2018.05.30

53歳の山本昌が、突然ピッチング
練習を再開。その驚くべき理由は?

  • 菊地高弘●文・写真 photo by Kikuchi Takahiro

 まるで映画のワンシーンでも見ているかのようだった。

 夕闇に染まるブルペン、ジャージ姿の大男がマウンドに立つ。両腕を揃えて天に掲げるような特徴的なワインドアップから、捕手に向かって軽く左腕を振り下ろす。球速にすれば80キロにも満たないようなスローボール。
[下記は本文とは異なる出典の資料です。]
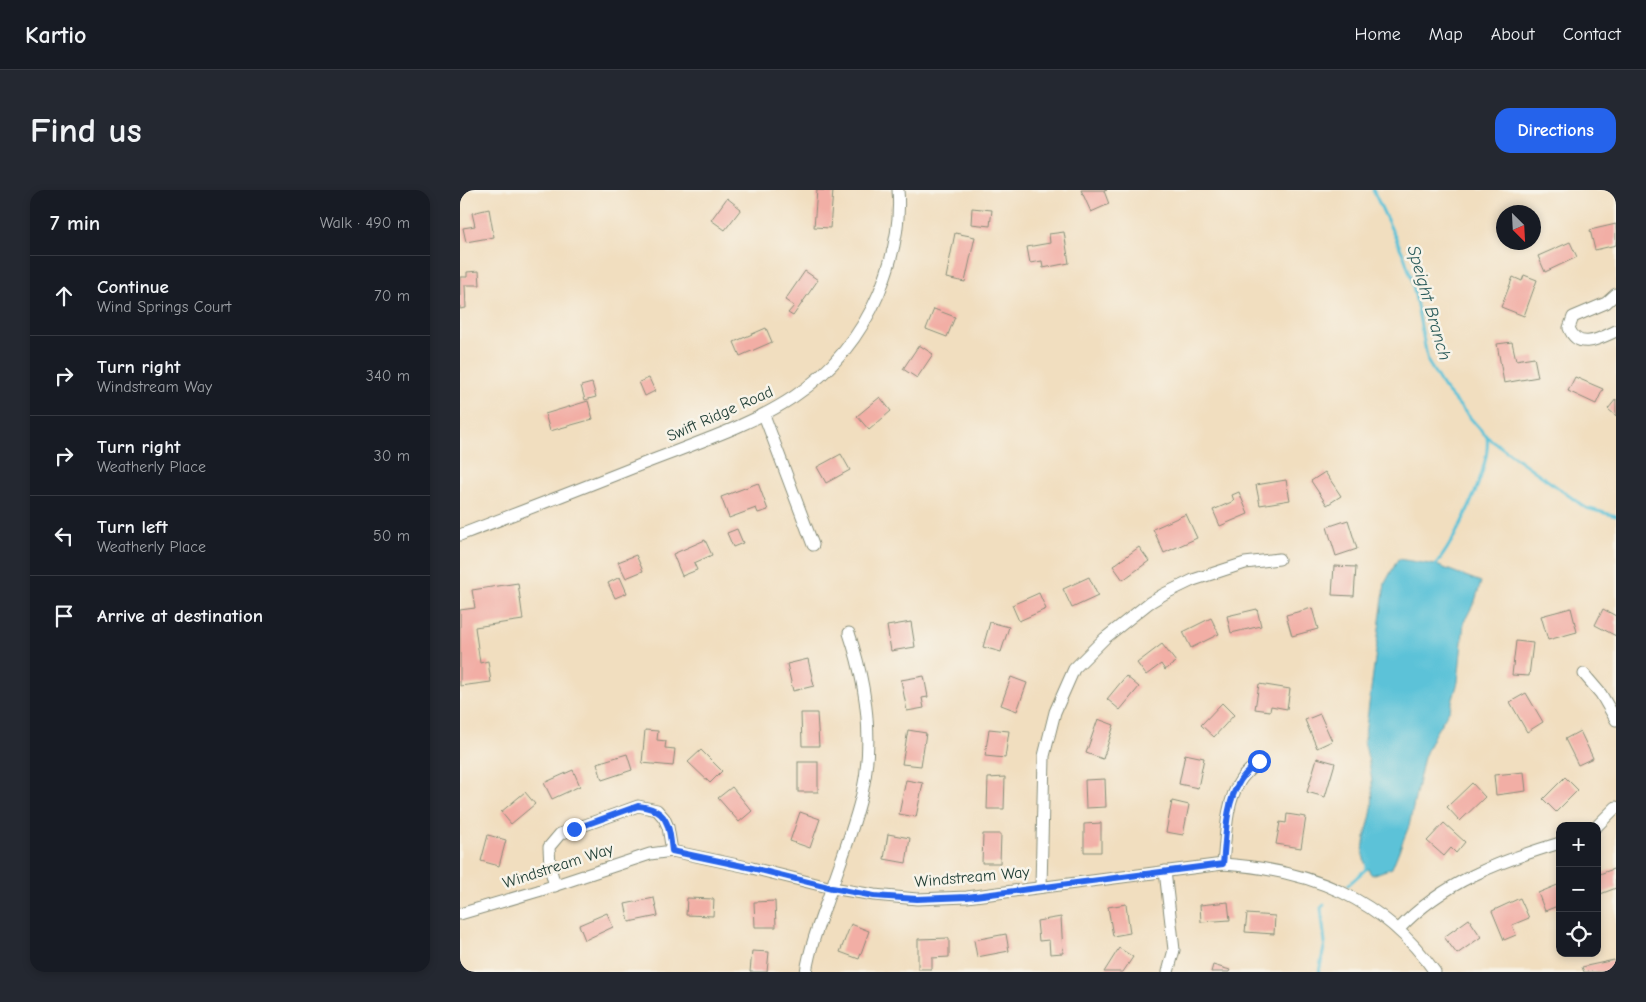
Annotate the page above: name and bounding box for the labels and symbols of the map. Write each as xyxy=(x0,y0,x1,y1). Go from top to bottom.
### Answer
north arrow xyxy=(1496,205,1541,250)
water label: Speight Branch xyxy=(1403,243,1455,363)
street label: Swift Ridge Road xyxy=(664,383,776,445)
route start xyxy=(1248,750,1271,773)
route end xyxy=(563,818,586,841)
street label: Windstream Way xyxy=(500,839,616,892)
street label: Windstream Way xyxy=(914,863,1031,891)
それなのに、ボールにはしっかりと回転がかかっており、捕手のミットを「ドスン」と叩く。

 ブルペンの脇でトレーニングしていた10人ほどの高校生が、一斉に手を止めて大男のキャッチボールにじっと見入る。誰も言葉を発しない。ただただ静謐(せいひつ)な時間が流れていた。

 球児たちの視線に気づいた大男は、苦笑しながらこう言った。

「ごめん、ごめん。3年ぶりだからまだこんなボールしか投げられないけど、あと2、3カ月もすれば、お前らよりいいボールを投げるようになるから」

山本昌コーチ(写真中央)の話を熱心に聞く日大藤沢の選手たち 大男は8月で53歳になろうとしている。だが、その言葉を冗談と受け取った選手は誰もいなかった。何しろ、男は3年前まで現役選手、それもプロ野球の投手だったのだから――。

 エースの新村太郎(3年)は今年の3月、季節外れの雪の日に受けた衝撃が忘れられないという。

「山本昌さんのことはもちろん前から知っていました。でも初めて練習に来られた日に、『こんなにデカイのか!』と驚きました。想像を超えていたというか、『プロって大きいんだな......』と思いました」

 同じサウスポーでもある新村は、伝説の左腕を目前にして上気しながらも、そのひと言ひと言を聞き漏らすまいと集中した。

「僕はコントロールに悩んでいて、テイクバックを小さくして投げていたんですけど、山本昌さんから『(腕を)大きく回してみたら?』とアドバイスをいただきました。すると腕の振りがスムーズになって、コントロールがよくなったんです。それと同時にスピードもキレもよくなりました」

 50歳まで現役を続け、通算219勝を挙げた山本昌が、2018年2月に学生野球の指導者資格を回復。母校である日大藤沢高校の特別臨時コーチに就任した。日大藤沢の山本秀明監督が山本昌の実弟という深い縁もあった。